__ABOUT THIS EXERCISE__. Can you set down, exactly as they appear below, the lines from the opening of the material through the one bearing "filter:drop-shadow(2px 0 #a68c96)", minus the pictures?

** SUPPLIED MATERIAL follows **

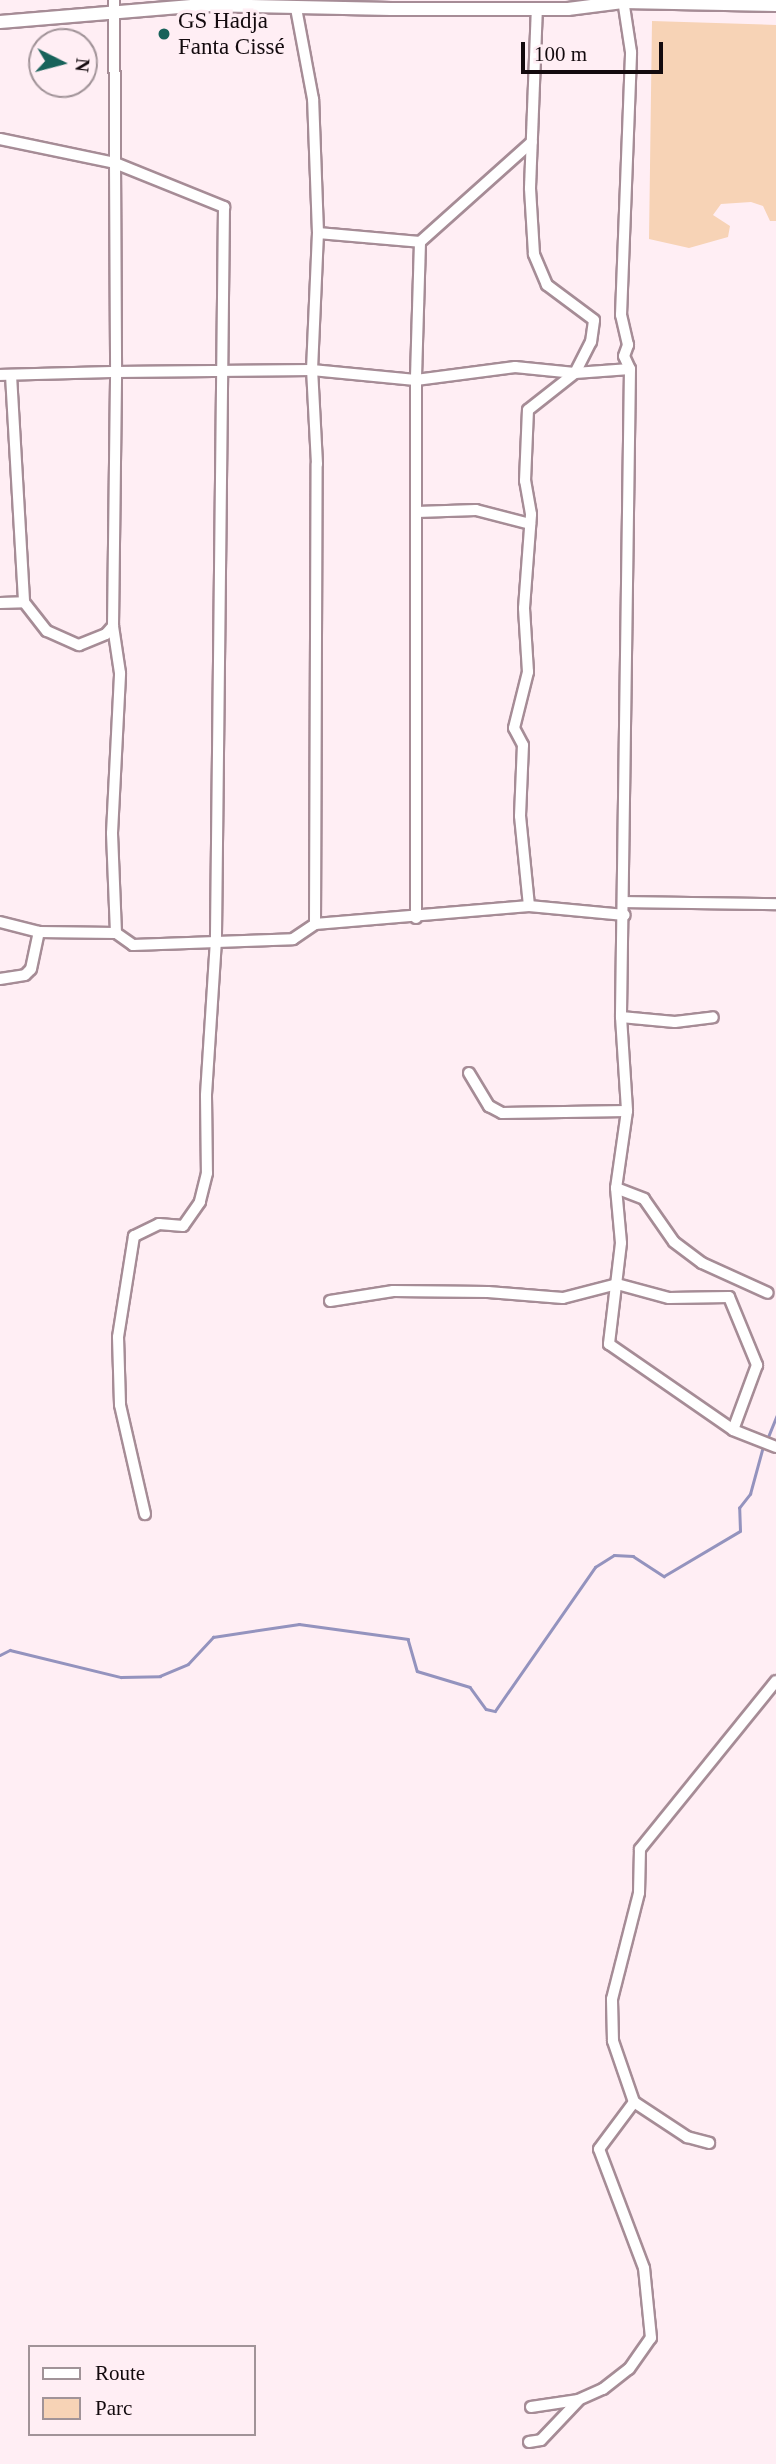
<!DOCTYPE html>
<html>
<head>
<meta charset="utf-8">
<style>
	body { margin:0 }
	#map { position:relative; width:776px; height:2464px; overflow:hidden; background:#ffeef4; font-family:Georgia,serif }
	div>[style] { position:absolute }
	.green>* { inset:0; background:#f7d3b6 }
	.stream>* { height:2.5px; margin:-1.25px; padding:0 1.25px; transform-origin:1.25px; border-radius:1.25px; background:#9493be }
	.roads { filter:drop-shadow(2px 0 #a68c96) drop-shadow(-2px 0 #a68c96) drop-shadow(0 2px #a68c96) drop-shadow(0 -2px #a68c96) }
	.minor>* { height:10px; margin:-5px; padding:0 5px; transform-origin:5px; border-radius:5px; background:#fff }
	.major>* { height:12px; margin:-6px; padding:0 6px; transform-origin:6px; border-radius:6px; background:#fff }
	.dots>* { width:19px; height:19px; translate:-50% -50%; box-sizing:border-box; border:4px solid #ffeef4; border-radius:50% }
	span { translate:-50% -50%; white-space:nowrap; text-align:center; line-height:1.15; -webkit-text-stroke:7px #ffeef4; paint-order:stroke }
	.poi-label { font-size:23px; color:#130a0e }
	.left { translate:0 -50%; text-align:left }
	.legend { position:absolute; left:28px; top:2345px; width:228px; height:91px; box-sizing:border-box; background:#ffeef4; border:2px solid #a19398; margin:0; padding:9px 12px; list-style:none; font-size:21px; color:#130a0e }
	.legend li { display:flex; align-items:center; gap:14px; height:35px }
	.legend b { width:35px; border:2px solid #a19398 }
	.north { position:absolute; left:28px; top:28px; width:70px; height:70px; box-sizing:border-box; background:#ffeef4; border:2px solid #a19398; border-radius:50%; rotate:96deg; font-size:19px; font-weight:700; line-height:28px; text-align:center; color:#130a0e }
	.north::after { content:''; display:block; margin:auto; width:24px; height:32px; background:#17625a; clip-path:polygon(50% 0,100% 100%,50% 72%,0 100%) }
	.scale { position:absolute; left:521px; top:42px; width:142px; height:32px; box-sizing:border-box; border:4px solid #130a0e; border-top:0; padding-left:9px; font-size:21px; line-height:24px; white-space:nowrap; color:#130a0e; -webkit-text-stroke:5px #ffeef4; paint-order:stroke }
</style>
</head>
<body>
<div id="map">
	<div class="green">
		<i style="clip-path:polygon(652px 21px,776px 25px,776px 221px,770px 221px,763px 206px,751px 202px,721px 204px,713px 215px,730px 226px,728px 237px,689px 248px,649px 239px)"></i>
	</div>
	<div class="stream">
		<i style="left:768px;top:1437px;width:22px;rotate:-68deg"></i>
		<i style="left:0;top:1655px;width:11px;rotate:-27deg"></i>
		<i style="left:10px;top:1650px;width:114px;rotate:13.7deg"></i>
		<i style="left:121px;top:1677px;width:39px;rotate:-1deg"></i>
		<i style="left:160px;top:1676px;width:30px;rotate:-23deg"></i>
		<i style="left:188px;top:1664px;width:37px;rotate:-47deg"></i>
		<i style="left:213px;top:1637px;width:87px;rotate:-8.6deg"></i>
		<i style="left:299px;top:1624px;width:110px;rotate:7.8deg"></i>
		<i style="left:408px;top:1639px;width:33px;rotate:74deg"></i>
		<i style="left:417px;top:1671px;width:55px;rotate:16.8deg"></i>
		<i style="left:470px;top:1687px;width:27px;rotate:54deg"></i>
		<i style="left:486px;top:1709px;width:9px;rotate:13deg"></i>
		<i style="left:495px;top:1711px;width:175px;rotate:-55.2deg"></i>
		<i style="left:595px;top:1567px;width:22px;rotate:-32deg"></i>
		<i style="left:614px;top:1555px;width:19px;rotate:3deg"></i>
		<i style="left:633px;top:1556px;width:37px;rotate:33deg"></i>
		<i style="left:664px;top:1576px;width:88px;rotate:-30.6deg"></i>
		<i style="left:740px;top:1531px;width:23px;rotate:-92deg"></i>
		<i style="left:739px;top:1508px;width:18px;rotate:-52deg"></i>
		<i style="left:750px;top:1494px;width:46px;rotate:-74.7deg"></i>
	</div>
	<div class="roads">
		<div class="minor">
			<i style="left:114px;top:0;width:163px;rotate:89.6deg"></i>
			<i style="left:115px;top:163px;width:118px;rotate:22deg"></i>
			<i style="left:224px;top:207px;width:733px;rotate:90.63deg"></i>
			<i style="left:216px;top:940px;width:156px;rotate:93.7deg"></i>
			<i style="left:206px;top:1096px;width:77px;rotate:89.3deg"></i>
			<i style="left:207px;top:1173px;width:30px;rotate:104deg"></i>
			<i style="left:200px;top:1202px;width:29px;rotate:125deg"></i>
			<i style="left:183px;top:1226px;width:24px;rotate:-175deg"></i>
			<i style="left:159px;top:1224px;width:28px;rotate:154deg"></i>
			<i style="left:134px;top:1236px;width:102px;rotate:99deg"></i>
			<i style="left:118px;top:1337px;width:68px;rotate:88.3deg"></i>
			<i style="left:120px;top:1405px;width:112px;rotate:77.1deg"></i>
			<i style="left:0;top:139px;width:117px;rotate:11.8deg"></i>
			<i style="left:115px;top:163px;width:209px;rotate:89.7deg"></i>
			<i style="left:116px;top:372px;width:116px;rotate:178.5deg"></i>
			<i style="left:318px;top:233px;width:102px;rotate:5deg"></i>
			<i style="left:420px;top:242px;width:150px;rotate:-41.8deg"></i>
			<i style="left:420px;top:242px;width:138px;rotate:91.7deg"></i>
			<i style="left:416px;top:380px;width:100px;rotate:-7.5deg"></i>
			<i style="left:515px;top:367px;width:60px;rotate:5.7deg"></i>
			<i style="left:575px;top:373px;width:55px;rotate:-4.2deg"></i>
			<i style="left:630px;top:369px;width:14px;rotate:-115deg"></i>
			<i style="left:624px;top:356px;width:12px;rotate:-70deg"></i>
			<i style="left:628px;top:345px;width:31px;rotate:-103deg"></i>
			<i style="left:621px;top:315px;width:263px;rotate:-87.8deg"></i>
			<i style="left:631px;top:52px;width:53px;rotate:-98.7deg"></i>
			<i style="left:630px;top:369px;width:648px;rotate:90.8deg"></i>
			<i style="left:621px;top:1017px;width:94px;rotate:86.3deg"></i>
			<i style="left:627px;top:1111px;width:78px;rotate:98.1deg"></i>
			<i style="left:616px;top:1188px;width:55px;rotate:84.8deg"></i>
			<i style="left:621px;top:1243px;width:102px;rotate:96.8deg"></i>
			<i style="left:609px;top:1344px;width:151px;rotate:34.7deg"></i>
			<i style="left:733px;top:1430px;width:46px;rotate:21.6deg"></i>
			<i style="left:11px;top:375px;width:227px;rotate:86.7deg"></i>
			<i style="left:417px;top:512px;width:59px;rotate:-1.9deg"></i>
			<i style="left:476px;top:510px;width:56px;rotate:14.5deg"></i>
			<i style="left:0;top:603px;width:24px;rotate:-2deg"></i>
			<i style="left:24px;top:602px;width:37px;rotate:52deg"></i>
			<i style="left:47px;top:631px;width:35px;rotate:24deg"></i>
			<i style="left:79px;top:645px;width:29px;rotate:-22deg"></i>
			<i style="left:106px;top:634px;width:11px;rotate:-49deg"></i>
			<i style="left:625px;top:902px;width:151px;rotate:0.8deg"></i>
			<i style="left:529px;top:906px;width:90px;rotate:-95.7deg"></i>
			<i style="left:520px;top:816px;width:71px;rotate:-87.6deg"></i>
			<i style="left:523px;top:745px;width:19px;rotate:-118deg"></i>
			<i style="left:514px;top:728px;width:58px;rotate:-76deg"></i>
			<i style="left:528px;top:672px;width:64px;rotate:-93.6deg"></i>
			<i style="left:524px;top:608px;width:94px;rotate:-85.7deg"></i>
			<i style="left:531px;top:514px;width:34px;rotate:-100deg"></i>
			<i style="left:525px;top:481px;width:71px;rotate:-87.6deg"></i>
			<i style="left:528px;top:410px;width:60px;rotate:-38.2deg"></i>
			<i style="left:575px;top:373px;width:35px;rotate:-63deg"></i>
			<i style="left:591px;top:342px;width:22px;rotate:-82deg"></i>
			<i style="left:594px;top:320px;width:59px;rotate:-143.3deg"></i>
			<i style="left:547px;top:285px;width:34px;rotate:-113deg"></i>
			<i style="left:534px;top:254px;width:66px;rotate:-93.5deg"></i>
			<i style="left:530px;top:188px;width:179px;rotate:-87.8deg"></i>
			<i style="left:0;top:922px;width:40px;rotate:14.4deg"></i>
			<i style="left:315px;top:924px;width:215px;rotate:-4.8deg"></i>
			<i style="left:529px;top:906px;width:96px;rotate:5.4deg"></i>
			<i style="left:116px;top:933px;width:100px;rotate:-92.3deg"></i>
			<i style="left:112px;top:833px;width:160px;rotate:-87.1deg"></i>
			<i style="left:120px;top:673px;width:48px;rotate:-98.5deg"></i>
			<i style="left:113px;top:626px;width:254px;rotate:-89.3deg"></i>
			<i style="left:116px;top:372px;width:196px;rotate:-0.6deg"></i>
			<i style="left:312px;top:370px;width:104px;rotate:5.5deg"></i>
			<i style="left:416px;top:380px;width:538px;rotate:90deg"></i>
			<i style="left:0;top:979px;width:25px;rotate:-9deg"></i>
			<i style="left:25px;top:975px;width:8px;rotate:-45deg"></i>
			<i style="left:31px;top:969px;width:38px;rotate:-78deg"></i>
			<i style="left:39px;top:932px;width:77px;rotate:0.7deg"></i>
			<i style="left:116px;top:933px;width:21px;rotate:35deg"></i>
			<i style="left:133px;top:945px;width:160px;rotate:-2.1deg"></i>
			<i style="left:293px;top:939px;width:27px;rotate:-34deg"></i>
			<i style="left:315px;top:924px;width:460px;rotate:-89.8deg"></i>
			<i style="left:317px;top:464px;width:94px;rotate:-93deg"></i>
			<i style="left:312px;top:370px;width:137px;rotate:-87.5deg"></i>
			<i style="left:318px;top:233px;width:134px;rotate:-92.1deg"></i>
			<i style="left:313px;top:99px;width:93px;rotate:-100.6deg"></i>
			<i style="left:621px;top:1017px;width:54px;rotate:5.3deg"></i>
			<i style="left:675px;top:1022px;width:38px;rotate:-7deg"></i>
			<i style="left:469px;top:1073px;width:39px;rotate:59deg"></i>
			<i style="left:489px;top:1106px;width:15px;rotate:28deg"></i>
			<i style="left:502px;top:1113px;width:125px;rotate:-0.9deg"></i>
			<i style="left:616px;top:1188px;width:30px;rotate:21deg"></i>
			<i style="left:644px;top:1199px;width:52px;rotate:55.1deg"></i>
			<i style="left:674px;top:1242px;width:35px;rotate:37deg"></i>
			<i style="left:702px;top:1263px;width:72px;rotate:24.4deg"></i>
			<i style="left:330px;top:1301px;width:64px;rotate:-9deg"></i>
			<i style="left:393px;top:1291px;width:95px;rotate:0.6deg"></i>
			<i style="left:488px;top:1292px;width:75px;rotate:4.6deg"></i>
			<i style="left:563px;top:1298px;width:56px;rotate:-14.5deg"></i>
			<i style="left:617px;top:1284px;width:54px;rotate:15.1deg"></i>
			<i style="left:669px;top:1298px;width:60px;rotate:-1deg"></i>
			<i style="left:729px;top:1297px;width:74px;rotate:67.6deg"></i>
			<i style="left:757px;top:1365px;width:69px;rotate:110.3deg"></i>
			<i style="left:634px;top:2102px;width:64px;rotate:33.4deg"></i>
			<i style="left:687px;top:2137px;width:23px;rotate:15deg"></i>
			<i style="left:531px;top:2407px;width:48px;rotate:-8.5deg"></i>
			<i style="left:578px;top:2400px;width:27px;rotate:-24deg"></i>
			<i style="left:603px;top:2389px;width:33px;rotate:-38deg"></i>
			<i style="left:629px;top:2369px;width:38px;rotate:-55deg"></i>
			<i style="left:651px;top:2338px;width:70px;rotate:-95.7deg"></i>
			<i style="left:644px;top:2268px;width:127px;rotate:-110.7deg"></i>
			<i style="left:599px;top:2149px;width:59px;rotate:-53.3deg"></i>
			<i style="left:634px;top:2102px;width:65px;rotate:-109deg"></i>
			<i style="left:613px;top:2041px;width:42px;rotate:-91.4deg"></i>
			<i style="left:612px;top:1999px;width:109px;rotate:-75.7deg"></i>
			<i style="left:639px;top:1893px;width:44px;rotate:-88.7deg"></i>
			<i style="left:640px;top:1849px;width:216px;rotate:-51deg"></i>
			<i style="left:529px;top:2442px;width:12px;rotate:-9deg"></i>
			<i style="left:541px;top:2440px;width:54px;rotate:-46.5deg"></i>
		</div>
		<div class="major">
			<i style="left:0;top:22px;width:204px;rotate:-4.8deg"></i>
			<i style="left:203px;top:5px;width:188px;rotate:1.2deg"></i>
			<i style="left:391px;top:9px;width:177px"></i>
			<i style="left:568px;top:9px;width:55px;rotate:-7.3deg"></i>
			<i style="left:623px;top:2px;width:153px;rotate:1.1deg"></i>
		</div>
	</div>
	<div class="dots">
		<i style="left:164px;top:34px;background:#17625a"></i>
	</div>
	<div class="poi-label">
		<span class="left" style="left:178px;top:34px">GS Hadja<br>Fanta Cissé</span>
	</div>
	<ul class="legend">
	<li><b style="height:9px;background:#fff"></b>Route</li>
	<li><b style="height:19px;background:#f7d3b6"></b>Parc</li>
	</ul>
	<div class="north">N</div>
	<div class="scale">100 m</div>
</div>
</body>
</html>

** End of SUPPLIED MATERIAL **

__EXERCISE OUTPUT__.
<!DOCTYPE html>
<html>
<head>
<meta charset="utf-8">
<style>
	body { margin:0 }
	#map { position:relative; width:776px; height:2464px; overflow:hidden; background:#ffeef4; font-family:Georgia,serif }
	div>[style] { position:absolute }
	.green>* { inset:0; background:#f7d3b6 }
	.stream>* { height:2.5px; margin:-1.25px; padding:0 1.25px; transform-origin:1.25px; border-radius:1.25px; background:#9493be }
	.roads { filter:drop-shadow(2px 0 #a68c96) drop-shadow(-2px 0 #a68c96) drop-shadow(0 2px #a68c96) drop-shadow(0 -2px #a68c96) }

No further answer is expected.